CaptBoo wrote:I think the "tipping point" has been reached, at least in my case. BC/BS has just (moments ago) denied pre-approval for my head and neck MRV. They approved my chest MRV.
Ugh. BCBS did mine (ppo though) no problems.
Thing is, it's easy to confuse your insurance company, with your insurance provider
. My insurance provider, i.e. the people who cut the checks the hospital cashes, is IN the BCBS network/umbrella. My provider hasn't changed one tiny dollar in coverage from what they did before, when they were in the other network which you would not recognize, and which it was extremely difficult to find a good doctor. When they changed to BCBS, all the bills and interaction went directly to BCBS, they in turn had charts for what the trust fund covers and doesn't, and paid out accordingly.

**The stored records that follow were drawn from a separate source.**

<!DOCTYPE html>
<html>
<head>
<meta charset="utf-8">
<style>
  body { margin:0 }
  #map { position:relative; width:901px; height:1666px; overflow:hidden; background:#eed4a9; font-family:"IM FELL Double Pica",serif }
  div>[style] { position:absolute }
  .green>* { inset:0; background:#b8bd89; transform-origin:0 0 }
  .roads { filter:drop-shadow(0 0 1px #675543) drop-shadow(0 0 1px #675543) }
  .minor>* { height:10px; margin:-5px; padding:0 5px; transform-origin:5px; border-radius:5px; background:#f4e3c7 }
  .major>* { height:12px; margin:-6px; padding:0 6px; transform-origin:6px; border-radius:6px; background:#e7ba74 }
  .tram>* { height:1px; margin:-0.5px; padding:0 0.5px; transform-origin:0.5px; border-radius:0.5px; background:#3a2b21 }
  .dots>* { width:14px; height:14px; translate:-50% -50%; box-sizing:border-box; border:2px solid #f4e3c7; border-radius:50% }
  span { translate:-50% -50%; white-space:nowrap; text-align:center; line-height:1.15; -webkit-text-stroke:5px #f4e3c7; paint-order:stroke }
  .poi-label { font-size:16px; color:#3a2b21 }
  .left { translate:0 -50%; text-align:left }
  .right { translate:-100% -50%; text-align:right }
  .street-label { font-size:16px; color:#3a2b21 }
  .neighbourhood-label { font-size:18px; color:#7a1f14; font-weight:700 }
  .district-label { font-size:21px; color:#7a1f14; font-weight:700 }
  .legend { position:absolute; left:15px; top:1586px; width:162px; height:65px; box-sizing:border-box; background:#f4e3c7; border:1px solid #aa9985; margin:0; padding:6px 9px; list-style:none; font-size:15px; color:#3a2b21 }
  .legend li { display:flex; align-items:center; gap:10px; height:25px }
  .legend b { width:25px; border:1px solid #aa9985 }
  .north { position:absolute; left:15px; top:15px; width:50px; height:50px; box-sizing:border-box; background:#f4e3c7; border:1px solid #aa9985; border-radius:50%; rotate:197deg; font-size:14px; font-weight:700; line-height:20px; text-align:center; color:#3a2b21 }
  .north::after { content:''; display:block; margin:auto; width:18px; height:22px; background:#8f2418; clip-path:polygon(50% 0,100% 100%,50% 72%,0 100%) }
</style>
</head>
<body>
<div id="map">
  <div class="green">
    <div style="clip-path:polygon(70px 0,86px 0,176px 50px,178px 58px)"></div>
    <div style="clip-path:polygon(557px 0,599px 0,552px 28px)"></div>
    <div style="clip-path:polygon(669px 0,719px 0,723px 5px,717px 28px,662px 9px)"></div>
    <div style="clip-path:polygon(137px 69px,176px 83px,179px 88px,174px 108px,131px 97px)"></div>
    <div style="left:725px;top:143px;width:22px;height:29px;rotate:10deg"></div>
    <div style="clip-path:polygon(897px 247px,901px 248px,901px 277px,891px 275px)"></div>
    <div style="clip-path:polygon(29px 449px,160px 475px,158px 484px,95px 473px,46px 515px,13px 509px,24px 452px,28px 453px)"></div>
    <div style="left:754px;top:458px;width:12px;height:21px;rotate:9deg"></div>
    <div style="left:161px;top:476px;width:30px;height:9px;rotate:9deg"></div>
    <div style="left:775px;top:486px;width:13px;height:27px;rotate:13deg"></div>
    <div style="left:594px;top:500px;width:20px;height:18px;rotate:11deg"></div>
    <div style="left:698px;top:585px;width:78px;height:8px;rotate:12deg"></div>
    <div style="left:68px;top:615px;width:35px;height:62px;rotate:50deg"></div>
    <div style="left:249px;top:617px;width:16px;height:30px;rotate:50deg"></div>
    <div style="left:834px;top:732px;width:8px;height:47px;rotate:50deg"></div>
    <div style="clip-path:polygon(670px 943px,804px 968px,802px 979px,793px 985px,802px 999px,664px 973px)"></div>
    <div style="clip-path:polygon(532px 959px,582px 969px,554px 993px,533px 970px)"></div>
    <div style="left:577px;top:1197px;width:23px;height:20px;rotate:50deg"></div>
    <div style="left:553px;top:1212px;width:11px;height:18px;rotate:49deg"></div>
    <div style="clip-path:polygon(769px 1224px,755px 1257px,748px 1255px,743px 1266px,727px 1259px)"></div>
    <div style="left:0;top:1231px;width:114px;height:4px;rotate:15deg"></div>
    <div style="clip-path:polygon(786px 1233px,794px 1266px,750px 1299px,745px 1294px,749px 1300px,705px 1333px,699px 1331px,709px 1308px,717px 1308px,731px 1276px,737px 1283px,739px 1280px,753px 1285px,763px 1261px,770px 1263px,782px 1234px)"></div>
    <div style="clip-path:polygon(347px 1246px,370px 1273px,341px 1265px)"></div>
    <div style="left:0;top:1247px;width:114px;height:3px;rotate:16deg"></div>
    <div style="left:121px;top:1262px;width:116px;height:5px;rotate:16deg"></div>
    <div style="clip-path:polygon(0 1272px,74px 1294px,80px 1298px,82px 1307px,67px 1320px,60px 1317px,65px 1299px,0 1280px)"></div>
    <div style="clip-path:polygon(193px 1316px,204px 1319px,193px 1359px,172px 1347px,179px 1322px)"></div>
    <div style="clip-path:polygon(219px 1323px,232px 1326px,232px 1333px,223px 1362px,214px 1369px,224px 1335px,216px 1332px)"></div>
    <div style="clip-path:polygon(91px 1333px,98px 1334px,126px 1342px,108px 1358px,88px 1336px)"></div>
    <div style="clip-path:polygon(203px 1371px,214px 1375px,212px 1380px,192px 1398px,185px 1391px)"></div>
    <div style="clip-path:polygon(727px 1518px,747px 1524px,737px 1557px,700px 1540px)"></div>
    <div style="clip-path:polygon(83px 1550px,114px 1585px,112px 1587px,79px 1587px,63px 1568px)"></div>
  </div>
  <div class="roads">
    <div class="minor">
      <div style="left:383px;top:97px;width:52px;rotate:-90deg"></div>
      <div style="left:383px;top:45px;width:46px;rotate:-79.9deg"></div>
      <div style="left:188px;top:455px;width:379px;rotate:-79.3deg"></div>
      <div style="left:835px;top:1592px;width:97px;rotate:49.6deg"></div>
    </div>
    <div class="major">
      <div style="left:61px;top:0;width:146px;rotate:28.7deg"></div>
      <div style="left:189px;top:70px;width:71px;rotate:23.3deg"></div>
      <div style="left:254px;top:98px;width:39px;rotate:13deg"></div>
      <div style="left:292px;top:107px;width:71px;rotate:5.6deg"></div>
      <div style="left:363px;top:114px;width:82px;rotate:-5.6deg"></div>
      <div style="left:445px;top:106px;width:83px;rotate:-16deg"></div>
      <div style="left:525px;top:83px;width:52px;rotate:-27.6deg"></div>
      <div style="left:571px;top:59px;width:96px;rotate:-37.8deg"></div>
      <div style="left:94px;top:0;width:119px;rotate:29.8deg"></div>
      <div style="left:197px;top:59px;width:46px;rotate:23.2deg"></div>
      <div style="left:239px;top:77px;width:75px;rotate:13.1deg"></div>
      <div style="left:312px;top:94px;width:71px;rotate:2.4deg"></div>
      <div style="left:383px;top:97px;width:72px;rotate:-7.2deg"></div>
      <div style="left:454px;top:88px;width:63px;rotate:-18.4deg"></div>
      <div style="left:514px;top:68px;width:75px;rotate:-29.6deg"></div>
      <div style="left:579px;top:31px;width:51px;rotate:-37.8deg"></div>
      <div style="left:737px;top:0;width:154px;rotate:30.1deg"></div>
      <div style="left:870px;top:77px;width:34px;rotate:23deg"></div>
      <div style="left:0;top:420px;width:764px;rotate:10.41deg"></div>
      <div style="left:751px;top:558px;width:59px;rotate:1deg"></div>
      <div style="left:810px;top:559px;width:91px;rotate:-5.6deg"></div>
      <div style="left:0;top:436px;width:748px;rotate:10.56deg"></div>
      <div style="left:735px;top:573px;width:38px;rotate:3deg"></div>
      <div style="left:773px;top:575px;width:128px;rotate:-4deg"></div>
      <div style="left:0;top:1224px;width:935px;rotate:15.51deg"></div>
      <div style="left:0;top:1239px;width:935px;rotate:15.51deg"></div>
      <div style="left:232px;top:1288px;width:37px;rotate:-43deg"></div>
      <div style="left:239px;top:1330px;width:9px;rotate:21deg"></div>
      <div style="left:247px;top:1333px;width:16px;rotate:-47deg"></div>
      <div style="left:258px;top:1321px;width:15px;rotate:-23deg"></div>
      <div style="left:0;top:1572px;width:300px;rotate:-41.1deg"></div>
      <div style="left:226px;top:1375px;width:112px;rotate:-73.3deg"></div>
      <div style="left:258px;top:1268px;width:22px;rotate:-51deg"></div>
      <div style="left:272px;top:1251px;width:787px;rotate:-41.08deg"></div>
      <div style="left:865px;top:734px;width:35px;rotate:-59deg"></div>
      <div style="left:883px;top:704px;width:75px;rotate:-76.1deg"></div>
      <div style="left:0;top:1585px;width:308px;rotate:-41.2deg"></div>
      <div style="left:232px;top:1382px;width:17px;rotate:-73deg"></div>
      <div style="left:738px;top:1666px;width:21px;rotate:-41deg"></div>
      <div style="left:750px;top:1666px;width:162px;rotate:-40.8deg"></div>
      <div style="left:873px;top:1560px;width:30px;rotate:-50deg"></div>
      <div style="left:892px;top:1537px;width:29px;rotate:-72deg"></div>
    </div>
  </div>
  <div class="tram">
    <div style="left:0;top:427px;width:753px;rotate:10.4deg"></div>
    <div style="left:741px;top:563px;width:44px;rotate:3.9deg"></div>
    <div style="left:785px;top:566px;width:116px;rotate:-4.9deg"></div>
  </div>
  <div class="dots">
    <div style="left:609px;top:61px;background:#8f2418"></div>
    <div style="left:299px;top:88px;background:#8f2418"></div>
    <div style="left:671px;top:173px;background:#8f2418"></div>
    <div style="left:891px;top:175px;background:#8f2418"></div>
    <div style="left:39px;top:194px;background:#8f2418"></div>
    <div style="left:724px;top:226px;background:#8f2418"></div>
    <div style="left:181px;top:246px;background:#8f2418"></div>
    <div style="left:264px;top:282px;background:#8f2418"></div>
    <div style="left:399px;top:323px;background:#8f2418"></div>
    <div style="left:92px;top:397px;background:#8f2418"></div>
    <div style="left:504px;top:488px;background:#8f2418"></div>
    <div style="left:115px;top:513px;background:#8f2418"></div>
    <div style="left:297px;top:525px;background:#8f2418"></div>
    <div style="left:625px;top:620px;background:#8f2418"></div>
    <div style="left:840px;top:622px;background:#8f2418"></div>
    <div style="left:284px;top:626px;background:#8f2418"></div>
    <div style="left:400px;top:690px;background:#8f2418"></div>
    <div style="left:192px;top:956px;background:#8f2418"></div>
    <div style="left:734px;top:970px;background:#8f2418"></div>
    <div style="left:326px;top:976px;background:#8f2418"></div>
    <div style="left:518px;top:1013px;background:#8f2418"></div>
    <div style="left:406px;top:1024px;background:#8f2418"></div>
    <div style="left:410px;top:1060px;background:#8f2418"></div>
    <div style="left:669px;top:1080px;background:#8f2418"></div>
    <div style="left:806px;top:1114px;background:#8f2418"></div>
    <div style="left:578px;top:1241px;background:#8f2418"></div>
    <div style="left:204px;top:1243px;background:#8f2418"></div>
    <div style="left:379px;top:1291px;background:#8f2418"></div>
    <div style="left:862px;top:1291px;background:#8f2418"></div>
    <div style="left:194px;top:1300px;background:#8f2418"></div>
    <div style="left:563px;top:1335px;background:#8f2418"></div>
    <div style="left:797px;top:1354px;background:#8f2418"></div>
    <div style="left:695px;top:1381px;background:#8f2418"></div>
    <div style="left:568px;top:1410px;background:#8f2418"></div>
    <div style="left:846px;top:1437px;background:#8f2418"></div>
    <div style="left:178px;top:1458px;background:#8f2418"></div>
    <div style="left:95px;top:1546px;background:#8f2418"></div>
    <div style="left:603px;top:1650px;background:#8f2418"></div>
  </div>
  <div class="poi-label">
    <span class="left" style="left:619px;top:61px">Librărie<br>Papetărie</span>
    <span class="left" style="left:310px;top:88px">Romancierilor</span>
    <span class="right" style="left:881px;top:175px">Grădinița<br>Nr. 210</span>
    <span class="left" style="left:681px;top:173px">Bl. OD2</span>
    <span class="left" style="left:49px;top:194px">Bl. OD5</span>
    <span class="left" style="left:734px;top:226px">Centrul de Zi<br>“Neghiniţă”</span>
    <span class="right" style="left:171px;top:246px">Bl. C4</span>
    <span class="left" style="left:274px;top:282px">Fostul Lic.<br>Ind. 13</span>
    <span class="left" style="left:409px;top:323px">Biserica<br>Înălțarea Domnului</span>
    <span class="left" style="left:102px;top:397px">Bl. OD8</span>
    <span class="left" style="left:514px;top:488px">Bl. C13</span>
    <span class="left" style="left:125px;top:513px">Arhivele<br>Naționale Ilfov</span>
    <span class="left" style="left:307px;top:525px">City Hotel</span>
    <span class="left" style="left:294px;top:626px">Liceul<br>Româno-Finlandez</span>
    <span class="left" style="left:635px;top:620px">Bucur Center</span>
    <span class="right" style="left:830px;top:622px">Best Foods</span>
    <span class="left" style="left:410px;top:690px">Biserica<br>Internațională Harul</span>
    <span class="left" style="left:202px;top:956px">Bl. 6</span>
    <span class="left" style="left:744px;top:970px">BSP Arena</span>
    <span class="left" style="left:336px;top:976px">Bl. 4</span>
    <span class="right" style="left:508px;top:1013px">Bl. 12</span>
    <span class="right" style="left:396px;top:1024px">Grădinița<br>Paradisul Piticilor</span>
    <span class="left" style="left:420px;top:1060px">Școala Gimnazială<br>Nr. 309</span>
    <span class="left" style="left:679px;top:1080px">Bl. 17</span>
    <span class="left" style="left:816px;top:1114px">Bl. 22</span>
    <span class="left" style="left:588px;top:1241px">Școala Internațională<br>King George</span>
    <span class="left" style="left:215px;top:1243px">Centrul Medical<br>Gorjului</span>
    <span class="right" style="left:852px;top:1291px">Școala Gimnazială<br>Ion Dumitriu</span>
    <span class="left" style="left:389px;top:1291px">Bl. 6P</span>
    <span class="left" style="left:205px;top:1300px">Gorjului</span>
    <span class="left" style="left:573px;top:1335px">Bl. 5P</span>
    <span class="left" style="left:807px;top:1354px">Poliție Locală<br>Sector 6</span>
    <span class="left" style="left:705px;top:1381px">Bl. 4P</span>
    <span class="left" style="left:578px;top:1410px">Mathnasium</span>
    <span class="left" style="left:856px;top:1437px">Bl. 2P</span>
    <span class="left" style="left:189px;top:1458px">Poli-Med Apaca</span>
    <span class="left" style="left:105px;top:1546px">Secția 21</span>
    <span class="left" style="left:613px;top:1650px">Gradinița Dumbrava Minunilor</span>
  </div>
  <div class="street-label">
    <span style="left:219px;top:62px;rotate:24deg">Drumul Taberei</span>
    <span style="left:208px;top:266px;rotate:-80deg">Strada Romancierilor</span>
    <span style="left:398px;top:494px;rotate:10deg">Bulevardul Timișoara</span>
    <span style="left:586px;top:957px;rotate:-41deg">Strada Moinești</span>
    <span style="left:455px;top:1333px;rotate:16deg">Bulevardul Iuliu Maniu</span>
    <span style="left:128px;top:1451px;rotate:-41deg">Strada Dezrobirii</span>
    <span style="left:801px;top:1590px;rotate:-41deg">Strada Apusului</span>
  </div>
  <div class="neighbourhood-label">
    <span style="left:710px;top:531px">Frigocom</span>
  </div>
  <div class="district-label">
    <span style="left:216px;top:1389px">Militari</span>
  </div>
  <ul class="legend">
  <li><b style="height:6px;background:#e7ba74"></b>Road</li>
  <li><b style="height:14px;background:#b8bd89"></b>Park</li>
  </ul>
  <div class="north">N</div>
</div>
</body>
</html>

The actual dollar figure involved (per office visit, how much xrays, all that) hadn't changed, the amount of contractural providers though had exploded, which explains how someone like me in So Cal, working out of a trade union, can go to a hospital 500 miles away and be covered.

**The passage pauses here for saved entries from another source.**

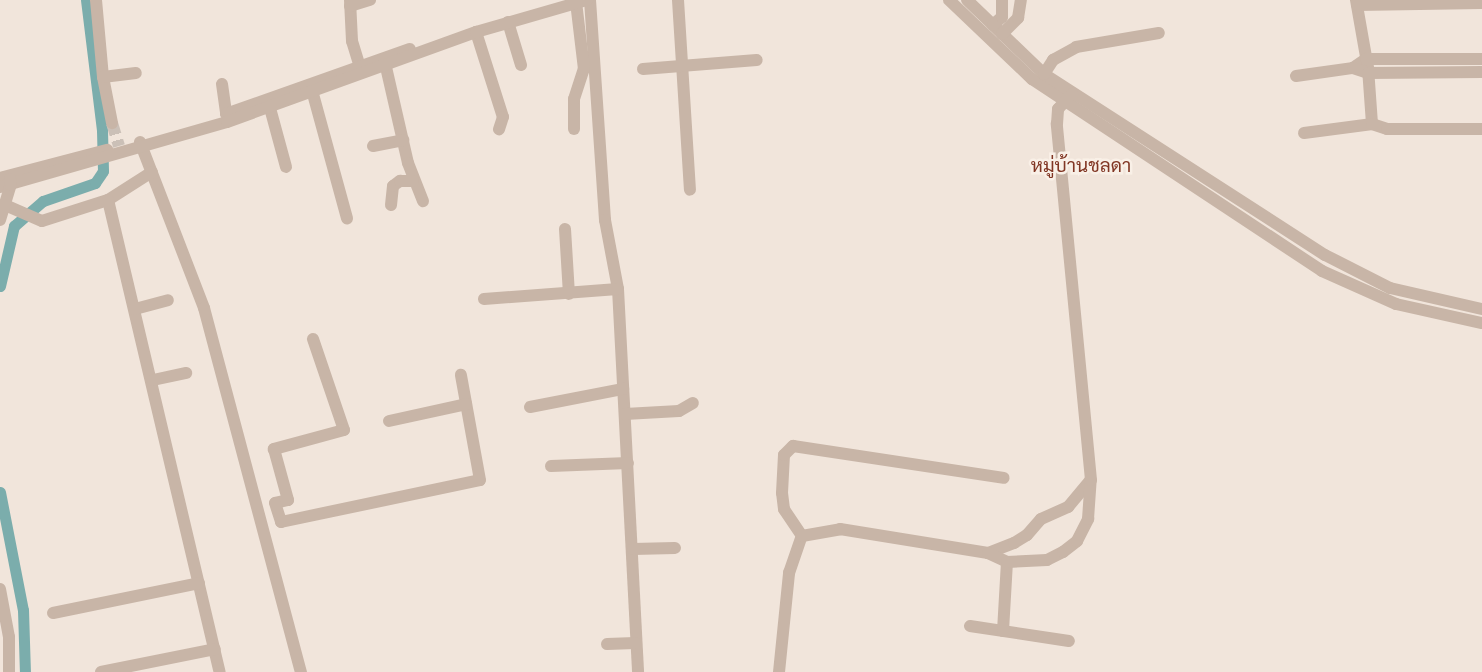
<!DOCTYPE html>
<meta charset="utf-8">
<style>
body{margin:0}
#map{position:relative;width:1482px;height:672px;overflow:hidden;background:#f1e5db;font-family:"Exo 2",Sarabun,sans-serif}
div>[style]{position:absolute}
.canal>*{height:11px;margin:-5.5px;padding:0 5.5px;transform-origin:5.5px;border-radius:5.5px;background:#7badac}
.minor-tunnel>*{height:12px;margin-top:-6px;transform-origin:0;background:repeating-linear-gradient(90deg,#cbc0b7 0 12px,transparent 0 18px)}
.minor>*{height:12px;margin:-6px;padding:0 6px;transform-origin:6px;border-radius:6px;background:#c8b5a7}
span{translate:-50% -50%;white-space:nowrap;text-align:center;line-height:1.15;-webkit-text-stroke:5px #f9f0e7;paint-order:stroke}
.quarter-label{font-size:19px;color:#813624}
</style>
<div id="map">
<div class="canal">
<i style="left:0;top:286px;width:62px;rotate:-76.9deg"></i>
<i style="left:14px;top:226px;width:38px;rotate:-41deg"></i>
<i style="left:43px;top:201px;width:55px;rotate:-19.1deg"></i>
<i style="left:95px;top:183px;width:14px;rotate:-56deg"></i>
<i style="left:103px;top:171px;width:41px;rotate:-91.4deg"></i>
<i style="left:102px;top:130px;width:131px;rotate:-97deg"></i>
<i style="left:0;top:492px;width:120px;rotate:79deg"></i>
<i style="left:23px;top:610px;width:62px;rotate:88.2deg"></i>
</div>
<div class="minor-tunnel">
<i style="left:112px;top:123px;width:24px;rotate:73deg"></i>
</div>
<div class="minor">
<i style="left:96px;top:0;width:77px;rotate:84.8deg"></i>
<i style="left:103px;top:77px;width:47px;rotate:78.9deg"></i>
<i style="left:350px;top:0;width:41px;rotate:87.2deg"></i>
<i style="left:352px;top:41px;width:27px;rotate:73deg"></i>
<i style="left:590px;top:0;width:221px;rotate:86.1deg"></i>
<i style="left:605px;top:220px;width:70px;rotate:79.3deg"></i>
<i style="left:618px;top:289px;width:384px;rotate:87deg"></i>
<i style="left:678px;top:0;width:190px;rotate:86.4deg"></i>
<i style="left:949px;top:0;width:115px;rotate:43.6deg"></i>
<i style="left:1032px;top:79px;width:348px;rotate:33.5deg"></i>
<i style="left:1322px;top:271px;width:81px;rotate:24deg"></i>
<i style="left:1396px;top:304px;width:88px;rotate:12.5deg"></i>
<i style="left:967px;top:0;width:107px;rotate:43.9deg"></i>
<i style="left:1044px;top:74px;width:334px;rotate:32.8deg"></i>
<i style="left:1325px;top:255px;width:73px;rotate:26.9deg"></i>
<i style="left:1390px;top:288px;width:94px;rotate:12.9deg"></i>
<i style="left:1356px;top:0;width:69px;rotate:80deg"></i>
<i style="left:1368px;top:68px;width:56px;rotate:85.9deg"></i>
<i style="left:1357px;top:5px;width:125px;rotate:-0.9deg"></i>
<i style="left:350px;top:6px;width:21px;rotate:-17deg"></i>
<i style="left:508px;top:22px;width:45px;rotate:73.2deg"></i>
<i style="left:993px;top:25px;width:12px;rotate:-42deg"></i>
<i style="left:1002px;top:17px;width:17px;rotate:-90deg"></i>
<i style="left:476px;top:32px;width:89px;rotate:72.4deg"></i>
<i style="left:503px;top:117px;width:13px;rotate:108deg"></i>
<i style="left:1002px;top:34px;width:23px;rotate:-45deg"></i>
<i style="left:1018px;top:18px;width:18px;rotate:-81deg"></i>
<i style="left:386px;top:67px;width:98px;rotate:77.1deg"></i>
<i style="left:408px;top:163px;width:41px;rotate:68.5deg"></i>
<i style="left:1353px;top:68px;width:16px;rotate:-35deg"></i>
<i style="left:1366px;top:59px;width:116px"></i>
<i style="left:643px;top:69px;width:114px;rotate:-4.5deg"></i>
<i style="left:1044px;top:74px;width:17px;rotate:-57deg"></i>
<i style="left:1053px;top:60px;width:26px;rotate:-29deg"></i>
<i style="left:1076px;top:47px;width:84px;rotate:-9.6deg"></i>
<i style="left:1296px;top:76px;width:58px;rotate:-8deg"></i>
<i style="left:1353px;top:68px;width:16px;rotate:18deg"></i>
<i style="left:1368px;top:73px;width:114px;rotate:-0.5deg"></i>
<i style="left:103px;top:77px;width:33px;rotate:-7deg"></i>
<i style="left:222px;top:84px;width:30px;rotate:82deg"></i>
<i style="left:313px;top:94px;width:129px;rotate:74.7deg"></i>
<i style="left:270px;top:108px;width:61px;rotate:74.8deg"></i>
<i style="left:226px;top:114px;width:195px;rotate:-19.5deg"></i>
<i style="left:574px;top:129px;width:30px;rotate:-90deg"></i>
<i style="left:574px;top:99px;width:32px;rotate:-72deg"></i>
<i style="left:584px;top:69px;width:67px;rotate:-96.8deg"></i>
<i style="left:1304px;top:133px;width:69px;rotate:-7.5deg"></i>
<i style="left:1372px;top:124px;width:16px;rotate:18deg"></i>
<i style="left:1387px;top:129px;width:95px"></i>
<i style="left:140px;top:142px;width:178px;rotate:68.9deg"></i>
<i style="left:204px;top:308px;width:377px;rotate:75.1deg"></i>
<i style="left:373px;top:146px;width:31px;rotate:-11deg"></i>
<i style="left:0;top:178px;width:111px;rotate:-14.7deg"></i>
<i style="left:0;top:187px;width:236px;rotate:-16deg"></i>
<i style="left:227px;top:122px;width:265px;rotate:-19.9deg"></i>
<i style="left:476px;top:32px;width:116px;rotate:-16.1deg"></i>
<i style="left:108px;top:200px;width:52px;rotate:-32.5deg"></i>
<i style="left:5px;top:205px;width:40px;rotate:23.4deg"></i>
<i style="left:42px;top:221px;width:69px;rotate:-17.7deg"></i>
<i style="left:108px;top:200px;width:485px;rotate:76.7deg"></i>
<i style="left:391px;top:205px;width:19px;rotate:-84deg"></i>
<i style="left:393px;top:186px;width:9px;rotate:-36deg"></i>
<i style="left:400px;top:181px;width:13px"></i>
<i style="left:0;top:220px;width:37px;rotate:-73deg"></i>
<i style="left:11px;top:185px;width:6px;rotate:-99deg"></i>
<i style="left:565px;top:229px;width:65px;rotate:86.5deg"></i>
<i style="left:484px;top:299px;width:134px;rotate:-4.3deg"></i>
<i style="left:135px;top:309px;width:34px;rotate:-15deg"></i>
<i style="left:313px;top:339px;width:96px;rotate:71.2deg"></i>
<i style="left:344px;top:430px;width:73px;rotate:164.8deg"></i>
<i style="left:274px;top:449px;width:53px;rotate:74.6deg"></i>
<i style="left:288px;top:500px;width:13px;rotate:167deg"></i>
<i style="left:275px;top:503px;width:20px;rotate:72deg"></i>
<i style="left:281px;top:522px;width:203px;rotate:-11.9deg"></i>
<i style="left:480px;top:480px;width:107px;rotate:-100.3deg"></i>
<i style="left:153px;top:380px;width:34px;rotate:-12deg"></i>
<i style="left:530px;top:407px;width:95px;rotate:-11deg"></i>
<i style="left:625px;top:414px;width:54px;rotate:-3.2deg"></i>
<i style="left:679px;top:411px;width:16px;rotate:-30deg"></i>
<i style="left:389px;top:421px;width:79px;rotate:-12.4deg"></i>
<i style="left:551px;top:466px;width:77px;rotate:-2.2deg"></i>
<i style="left:802px;top:536px;width:32px;rotate:-124deg"></i>
<i style="left:784px;top:509px;width:16px;rotate:-97deg"></i>
<i style="left:782px;top:493px;width:38px;rotate:-87deg"></i>
<i style="left:784px;top:455px;width:13px;rotate:-45deg"></i>
<i style="left:793px;top:446px;width:213px;rotate:8.6deg"></i>
<i style="left:633px;top:549px;width:42px;rotate:-1.4deg"></i>
<i style="left:988px;top:553px;width:28px;rotate:-21deg"></i>
<i style="left:1014px;top:543px;width:15px;rotate:-32deg"></i>
<i style="left:1027px;top:535px;width:21px;rotate:-49deg"></i>
<i style="left:1041px;top:519px;width:30px;rotate:-24deg"></i>
<i style="left:1068px;top:507px;width:35px;rotate:-50deg"></i>
<i style="left:0;top:589px;width:49px;rotate:79.4deg"></i>
<i style="left:9px;top:637px;width:35px;rotate:90deg"></i>
<i style="left:53px;top:613px;width:149px;rotate:-11.6deg"></i>
<i style="left:970px;top:626px;width:100px;rotate:8.6deg"></i>
<i style="left:1003px;top:631px;width:69px;rotate:-86.7deg"></i>
<i style="left:607px;top:644px;width:28px;rotate:-2deg"></i>
<i style="left:101px;top:672px;width:116px;rotate:-11.4deg"></i>
<i style="left:779px;top:672px;width:100px;rotate:-84.2deg"></i>
<i style="left:789px;top:573px;width:39px;rotate:-71deg"></i>
<i style="left:802px;top:536px;width:39px;rotate:-10deg"></i>
<i style="left:840px;top:529px;width:150px;rotate:9.2deg"></i>
<i style="left:988px;top:553px;width:21px;rotate:25deg"></i>
<i style="left:1007px;top:562px;width:40px;rotate:-2.9deg"></i>
<i style="left:1047px;top:560px;width:18px;rotate:-27deg"></i>
<i style="left:1063px;top:552px;width:18px;rotate:-38deg"></i>
<i style="left:1077px;top:541px;width:25px;rotate:-63deg"></i>
<i style="left:1088px;top:519px;width:39px;rotate:-86deg"></i>
<i style="left:1091px;top:480px;width:358px;rotate:-95.5deg"></i>
<i style="left:1057px;top:124px;width:15px;rotate:-86deg"></i>
<i style="left:1058px;top:109px;width:21px;rotate:-47deg"></i>
</div>
<div class="quarter-label">
<span style="left:1081px;top:165px">หมู่บ้านชลดา</span>
</div>
</div>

However I will say I spent quite a bit of time on the phone with them before ever departing for that expensive adventure. This is so people reaize they may be in the BCBS network, but what your specific insurance company pays or doesn't pay for is specific to that company and needs a lot of investigation beforehand. That's why I think the codes help to at least broach the subject with them first.
I'm assuming you are HMO due to the pre-approval? My codes for the MRI/MRV were 70549 neck+ 70553 brain, radiologist fees. The MRI only says 611 but that may be their internal numbers. Each MRI/MRV (head+neck) was 6207.00 charged, with a benefit amount of 2806.00 each. The rest is contractural writeoffs.
Not sure if that helps, wish everyone could just go in there and get it done without all the headaches.